START Records for this task

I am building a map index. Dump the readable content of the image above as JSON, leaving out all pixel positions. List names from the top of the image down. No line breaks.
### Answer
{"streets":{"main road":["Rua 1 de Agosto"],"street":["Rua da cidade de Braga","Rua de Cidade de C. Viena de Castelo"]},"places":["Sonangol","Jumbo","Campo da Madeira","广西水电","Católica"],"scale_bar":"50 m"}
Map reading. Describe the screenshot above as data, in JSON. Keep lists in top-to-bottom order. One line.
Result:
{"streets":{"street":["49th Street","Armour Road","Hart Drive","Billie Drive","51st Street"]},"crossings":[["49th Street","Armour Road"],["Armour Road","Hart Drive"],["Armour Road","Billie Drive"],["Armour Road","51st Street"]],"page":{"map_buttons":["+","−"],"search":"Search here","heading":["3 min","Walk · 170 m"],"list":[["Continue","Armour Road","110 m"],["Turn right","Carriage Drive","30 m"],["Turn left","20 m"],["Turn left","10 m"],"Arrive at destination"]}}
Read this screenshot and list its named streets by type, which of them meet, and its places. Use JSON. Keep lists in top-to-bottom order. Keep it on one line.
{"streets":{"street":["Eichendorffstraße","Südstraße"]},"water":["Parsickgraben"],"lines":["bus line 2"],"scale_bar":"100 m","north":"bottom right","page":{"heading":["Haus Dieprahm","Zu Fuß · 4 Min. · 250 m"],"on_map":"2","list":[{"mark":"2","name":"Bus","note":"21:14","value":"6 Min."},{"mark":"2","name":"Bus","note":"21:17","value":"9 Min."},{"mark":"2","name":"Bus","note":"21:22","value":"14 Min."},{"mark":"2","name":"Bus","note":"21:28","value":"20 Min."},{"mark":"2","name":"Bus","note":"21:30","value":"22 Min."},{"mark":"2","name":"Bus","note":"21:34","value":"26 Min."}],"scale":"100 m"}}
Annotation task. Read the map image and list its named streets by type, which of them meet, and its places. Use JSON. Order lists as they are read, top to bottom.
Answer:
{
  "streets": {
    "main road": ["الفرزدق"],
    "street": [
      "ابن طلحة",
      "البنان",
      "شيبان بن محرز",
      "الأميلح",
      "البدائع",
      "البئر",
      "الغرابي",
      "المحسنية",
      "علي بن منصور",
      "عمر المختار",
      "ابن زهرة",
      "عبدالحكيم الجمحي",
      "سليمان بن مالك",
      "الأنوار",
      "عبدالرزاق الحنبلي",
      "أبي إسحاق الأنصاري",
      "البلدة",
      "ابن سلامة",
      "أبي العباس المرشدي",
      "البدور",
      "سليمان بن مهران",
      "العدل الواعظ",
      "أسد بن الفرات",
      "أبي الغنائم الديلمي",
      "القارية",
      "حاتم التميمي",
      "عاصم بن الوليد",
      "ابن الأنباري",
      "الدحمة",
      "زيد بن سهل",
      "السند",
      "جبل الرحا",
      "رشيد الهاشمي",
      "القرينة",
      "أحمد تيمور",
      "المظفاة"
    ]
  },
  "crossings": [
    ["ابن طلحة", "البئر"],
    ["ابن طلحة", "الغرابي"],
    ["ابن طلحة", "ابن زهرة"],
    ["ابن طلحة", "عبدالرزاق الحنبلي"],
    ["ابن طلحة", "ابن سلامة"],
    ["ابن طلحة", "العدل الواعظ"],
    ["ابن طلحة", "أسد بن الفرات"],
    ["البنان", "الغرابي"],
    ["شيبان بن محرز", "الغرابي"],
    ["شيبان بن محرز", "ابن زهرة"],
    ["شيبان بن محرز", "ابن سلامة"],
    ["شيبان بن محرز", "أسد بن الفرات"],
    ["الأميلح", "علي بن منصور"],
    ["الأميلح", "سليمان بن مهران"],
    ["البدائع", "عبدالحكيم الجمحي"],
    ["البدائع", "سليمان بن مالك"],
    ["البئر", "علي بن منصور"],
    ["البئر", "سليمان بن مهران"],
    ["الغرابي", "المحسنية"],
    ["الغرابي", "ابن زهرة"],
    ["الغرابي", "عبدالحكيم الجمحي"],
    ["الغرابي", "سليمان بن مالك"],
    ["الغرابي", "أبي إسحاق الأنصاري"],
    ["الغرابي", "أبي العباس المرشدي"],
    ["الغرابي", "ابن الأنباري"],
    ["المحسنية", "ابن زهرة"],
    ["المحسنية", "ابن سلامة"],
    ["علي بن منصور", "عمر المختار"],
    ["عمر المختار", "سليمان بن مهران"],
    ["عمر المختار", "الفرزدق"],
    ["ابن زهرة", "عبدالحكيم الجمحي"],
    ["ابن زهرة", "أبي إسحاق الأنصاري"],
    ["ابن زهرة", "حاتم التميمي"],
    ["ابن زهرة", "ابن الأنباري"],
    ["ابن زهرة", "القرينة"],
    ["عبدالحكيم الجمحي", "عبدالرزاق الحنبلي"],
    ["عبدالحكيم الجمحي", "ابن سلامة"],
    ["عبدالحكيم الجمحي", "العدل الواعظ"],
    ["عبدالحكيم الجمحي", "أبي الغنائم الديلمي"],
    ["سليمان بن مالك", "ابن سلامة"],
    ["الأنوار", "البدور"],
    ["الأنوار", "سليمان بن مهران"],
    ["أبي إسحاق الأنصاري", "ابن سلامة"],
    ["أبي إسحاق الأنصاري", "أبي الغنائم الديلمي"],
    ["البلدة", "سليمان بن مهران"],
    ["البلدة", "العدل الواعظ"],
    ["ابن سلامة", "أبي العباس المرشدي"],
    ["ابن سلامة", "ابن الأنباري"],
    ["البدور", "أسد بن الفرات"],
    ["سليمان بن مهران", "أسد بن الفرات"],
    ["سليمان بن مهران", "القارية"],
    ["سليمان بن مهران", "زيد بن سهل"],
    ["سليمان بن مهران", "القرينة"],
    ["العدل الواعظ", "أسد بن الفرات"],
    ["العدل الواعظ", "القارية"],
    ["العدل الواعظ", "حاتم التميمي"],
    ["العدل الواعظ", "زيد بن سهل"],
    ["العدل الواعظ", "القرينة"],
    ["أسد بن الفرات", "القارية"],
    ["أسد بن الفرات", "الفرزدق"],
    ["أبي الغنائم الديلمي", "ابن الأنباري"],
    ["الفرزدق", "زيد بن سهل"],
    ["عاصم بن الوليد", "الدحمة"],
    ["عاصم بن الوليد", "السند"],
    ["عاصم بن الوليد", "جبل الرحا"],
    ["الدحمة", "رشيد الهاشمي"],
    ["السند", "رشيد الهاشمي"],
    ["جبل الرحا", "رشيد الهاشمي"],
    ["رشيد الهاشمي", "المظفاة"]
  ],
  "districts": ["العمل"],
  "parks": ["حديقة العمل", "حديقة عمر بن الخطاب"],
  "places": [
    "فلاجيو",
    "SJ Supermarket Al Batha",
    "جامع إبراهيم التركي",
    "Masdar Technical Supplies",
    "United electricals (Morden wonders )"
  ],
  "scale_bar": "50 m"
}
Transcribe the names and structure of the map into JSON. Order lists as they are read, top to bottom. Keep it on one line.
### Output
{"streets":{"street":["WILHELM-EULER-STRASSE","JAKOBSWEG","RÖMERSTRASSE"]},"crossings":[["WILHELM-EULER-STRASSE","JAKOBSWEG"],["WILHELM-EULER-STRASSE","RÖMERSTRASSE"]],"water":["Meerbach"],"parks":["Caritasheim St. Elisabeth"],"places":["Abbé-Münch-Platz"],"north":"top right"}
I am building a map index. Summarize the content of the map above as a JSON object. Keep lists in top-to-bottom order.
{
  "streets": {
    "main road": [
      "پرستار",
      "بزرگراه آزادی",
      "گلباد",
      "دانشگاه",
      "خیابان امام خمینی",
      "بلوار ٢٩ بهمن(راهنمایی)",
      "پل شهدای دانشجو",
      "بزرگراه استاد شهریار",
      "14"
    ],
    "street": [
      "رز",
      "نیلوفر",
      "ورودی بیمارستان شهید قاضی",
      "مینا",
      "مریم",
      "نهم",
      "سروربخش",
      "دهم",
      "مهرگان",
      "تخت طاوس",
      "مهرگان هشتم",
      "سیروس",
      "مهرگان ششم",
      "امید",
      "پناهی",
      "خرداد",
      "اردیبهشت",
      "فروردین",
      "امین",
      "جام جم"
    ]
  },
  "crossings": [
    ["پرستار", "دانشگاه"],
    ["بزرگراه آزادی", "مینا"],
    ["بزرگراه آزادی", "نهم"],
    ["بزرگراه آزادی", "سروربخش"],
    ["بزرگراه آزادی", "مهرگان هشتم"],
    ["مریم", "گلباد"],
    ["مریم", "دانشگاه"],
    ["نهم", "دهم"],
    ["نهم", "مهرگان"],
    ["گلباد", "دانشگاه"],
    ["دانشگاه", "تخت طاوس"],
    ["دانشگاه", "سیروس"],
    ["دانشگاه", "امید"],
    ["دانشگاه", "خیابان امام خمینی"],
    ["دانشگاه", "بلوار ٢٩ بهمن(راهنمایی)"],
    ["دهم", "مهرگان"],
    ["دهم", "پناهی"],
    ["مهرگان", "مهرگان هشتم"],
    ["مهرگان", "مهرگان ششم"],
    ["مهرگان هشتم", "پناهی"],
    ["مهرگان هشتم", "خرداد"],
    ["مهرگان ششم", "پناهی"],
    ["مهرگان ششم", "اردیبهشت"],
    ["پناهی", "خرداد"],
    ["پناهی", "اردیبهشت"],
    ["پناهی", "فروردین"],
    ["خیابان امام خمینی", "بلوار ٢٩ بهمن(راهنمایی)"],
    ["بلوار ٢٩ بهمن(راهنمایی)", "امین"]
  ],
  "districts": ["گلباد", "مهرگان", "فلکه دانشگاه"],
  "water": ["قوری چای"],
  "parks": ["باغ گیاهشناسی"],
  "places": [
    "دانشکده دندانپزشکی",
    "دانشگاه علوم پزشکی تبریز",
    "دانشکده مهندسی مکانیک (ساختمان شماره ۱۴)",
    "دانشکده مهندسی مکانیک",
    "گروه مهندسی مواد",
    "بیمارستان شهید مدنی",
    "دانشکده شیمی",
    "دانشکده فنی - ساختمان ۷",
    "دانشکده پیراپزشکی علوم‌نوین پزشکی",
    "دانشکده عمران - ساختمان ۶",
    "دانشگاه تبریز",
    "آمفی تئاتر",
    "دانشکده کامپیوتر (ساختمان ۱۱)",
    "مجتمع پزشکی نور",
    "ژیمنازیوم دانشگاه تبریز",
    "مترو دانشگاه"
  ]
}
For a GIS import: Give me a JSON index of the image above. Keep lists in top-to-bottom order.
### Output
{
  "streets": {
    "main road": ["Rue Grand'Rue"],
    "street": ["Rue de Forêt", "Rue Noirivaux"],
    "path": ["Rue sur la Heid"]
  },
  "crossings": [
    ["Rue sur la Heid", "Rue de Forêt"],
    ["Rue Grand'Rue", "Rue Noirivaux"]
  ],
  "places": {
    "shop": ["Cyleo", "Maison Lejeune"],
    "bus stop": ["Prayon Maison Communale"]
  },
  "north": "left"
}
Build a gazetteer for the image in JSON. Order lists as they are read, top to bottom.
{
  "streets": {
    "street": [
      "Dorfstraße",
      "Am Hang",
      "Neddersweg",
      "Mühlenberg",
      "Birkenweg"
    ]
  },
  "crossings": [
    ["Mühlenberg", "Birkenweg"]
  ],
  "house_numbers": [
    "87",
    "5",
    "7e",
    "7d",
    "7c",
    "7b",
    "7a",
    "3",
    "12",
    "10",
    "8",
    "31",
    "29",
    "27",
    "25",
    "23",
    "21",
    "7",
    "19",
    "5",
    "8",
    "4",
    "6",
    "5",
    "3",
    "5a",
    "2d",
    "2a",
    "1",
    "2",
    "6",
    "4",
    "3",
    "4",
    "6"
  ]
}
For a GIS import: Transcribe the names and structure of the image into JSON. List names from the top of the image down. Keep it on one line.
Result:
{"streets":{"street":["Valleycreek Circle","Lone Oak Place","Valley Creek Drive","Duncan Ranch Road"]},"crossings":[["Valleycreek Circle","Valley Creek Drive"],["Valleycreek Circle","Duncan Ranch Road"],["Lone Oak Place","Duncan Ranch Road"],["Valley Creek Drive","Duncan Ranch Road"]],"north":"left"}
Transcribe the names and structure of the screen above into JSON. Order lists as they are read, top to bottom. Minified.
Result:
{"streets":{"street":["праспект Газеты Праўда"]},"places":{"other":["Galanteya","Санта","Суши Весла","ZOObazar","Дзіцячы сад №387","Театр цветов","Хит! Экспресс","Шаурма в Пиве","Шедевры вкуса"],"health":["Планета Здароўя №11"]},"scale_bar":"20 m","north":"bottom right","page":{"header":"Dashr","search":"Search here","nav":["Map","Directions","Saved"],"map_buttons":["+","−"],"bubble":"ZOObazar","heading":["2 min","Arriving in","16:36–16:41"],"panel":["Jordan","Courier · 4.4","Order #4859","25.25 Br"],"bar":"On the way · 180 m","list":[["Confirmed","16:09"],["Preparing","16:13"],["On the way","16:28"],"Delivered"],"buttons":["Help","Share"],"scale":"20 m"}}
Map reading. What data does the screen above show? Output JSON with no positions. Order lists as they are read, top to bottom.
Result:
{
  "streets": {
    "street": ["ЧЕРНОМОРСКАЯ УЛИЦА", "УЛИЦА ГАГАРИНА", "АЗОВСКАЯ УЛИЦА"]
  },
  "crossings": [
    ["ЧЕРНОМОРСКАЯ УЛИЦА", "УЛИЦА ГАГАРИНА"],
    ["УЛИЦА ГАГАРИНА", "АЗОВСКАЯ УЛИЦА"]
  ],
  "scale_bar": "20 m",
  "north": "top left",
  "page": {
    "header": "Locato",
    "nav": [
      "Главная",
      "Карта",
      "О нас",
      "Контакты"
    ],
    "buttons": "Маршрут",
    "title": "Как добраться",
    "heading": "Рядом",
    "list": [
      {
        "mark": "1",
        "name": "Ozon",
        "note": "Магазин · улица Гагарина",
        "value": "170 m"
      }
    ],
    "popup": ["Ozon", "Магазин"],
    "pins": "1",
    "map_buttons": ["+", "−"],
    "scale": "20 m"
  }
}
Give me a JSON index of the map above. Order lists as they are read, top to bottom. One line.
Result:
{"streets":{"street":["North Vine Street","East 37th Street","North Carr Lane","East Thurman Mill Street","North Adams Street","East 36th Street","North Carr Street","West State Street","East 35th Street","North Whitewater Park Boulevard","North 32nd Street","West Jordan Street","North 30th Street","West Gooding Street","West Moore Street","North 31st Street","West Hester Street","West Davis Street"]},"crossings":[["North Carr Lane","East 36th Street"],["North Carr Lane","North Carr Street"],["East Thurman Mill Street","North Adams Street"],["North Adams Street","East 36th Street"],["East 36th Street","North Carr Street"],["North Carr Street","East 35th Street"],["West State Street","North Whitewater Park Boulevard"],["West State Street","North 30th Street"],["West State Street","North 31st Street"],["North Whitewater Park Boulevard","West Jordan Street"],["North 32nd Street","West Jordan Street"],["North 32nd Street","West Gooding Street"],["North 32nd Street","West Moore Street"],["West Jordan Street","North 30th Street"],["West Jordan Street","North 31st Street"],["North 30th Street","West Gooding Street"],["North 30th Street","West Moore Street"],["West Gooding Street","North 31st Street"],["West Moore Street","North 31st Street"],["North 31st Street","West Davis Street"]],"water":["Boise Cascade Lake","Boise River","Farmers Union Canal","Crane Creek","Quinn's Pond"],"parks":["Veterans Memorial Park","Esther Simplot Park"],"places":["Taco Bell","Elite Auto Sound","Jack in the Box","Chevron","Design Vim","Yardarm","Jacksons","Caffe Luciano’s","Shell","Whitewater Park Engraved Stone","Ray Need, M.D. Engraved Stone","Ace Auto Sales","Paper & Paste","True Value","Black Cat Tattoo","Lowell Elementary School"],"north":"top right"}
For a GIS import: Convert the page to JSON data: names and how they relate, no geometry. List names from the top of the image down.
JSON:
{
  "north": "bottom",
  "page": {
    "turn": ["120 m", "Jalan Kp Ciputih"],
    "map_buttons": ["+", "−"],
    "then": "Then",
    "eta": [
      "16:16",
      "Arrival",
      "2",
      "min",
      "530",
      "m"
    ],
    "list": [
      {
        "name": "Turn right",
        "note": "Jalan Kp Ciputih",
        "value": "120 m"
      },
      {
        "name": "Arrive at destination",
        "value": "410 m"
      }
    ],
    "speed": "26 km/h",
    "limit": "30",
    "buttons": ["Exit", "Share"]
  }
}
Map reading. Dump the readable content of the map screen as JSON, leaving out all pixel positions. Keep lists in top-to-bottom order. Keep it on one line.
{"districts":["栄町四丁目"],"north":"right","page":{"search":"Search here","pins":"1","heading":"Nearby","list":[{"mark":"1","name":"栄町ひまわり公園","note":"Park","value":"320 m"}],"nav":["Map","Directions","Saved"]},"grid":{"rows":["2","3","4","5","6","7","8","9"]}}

END Records for this task

Give back, verbatim, the lines from the top of the entries above through the line containing "Map reading. Describe".

Response area:
I am building a map index. Dump the readable content of the image above as JSON, leaving out all pixel positions. List names from the top of the image down. No line breaks.
### Answer
{"streets":{"main road":["Rua 1 de Agosto"],"street":["Rua da cidade de Braga","Rua de Cidade de C. Viena de Castelo"]},"places":["Sonangol","Jumbo","Campo da Madeira","广西水电","Católica"],"scale_bar":"50 m"}
Map reading. Describe the screenshot above as data, in JSON. Keep lists in top-to-bottom order. One line.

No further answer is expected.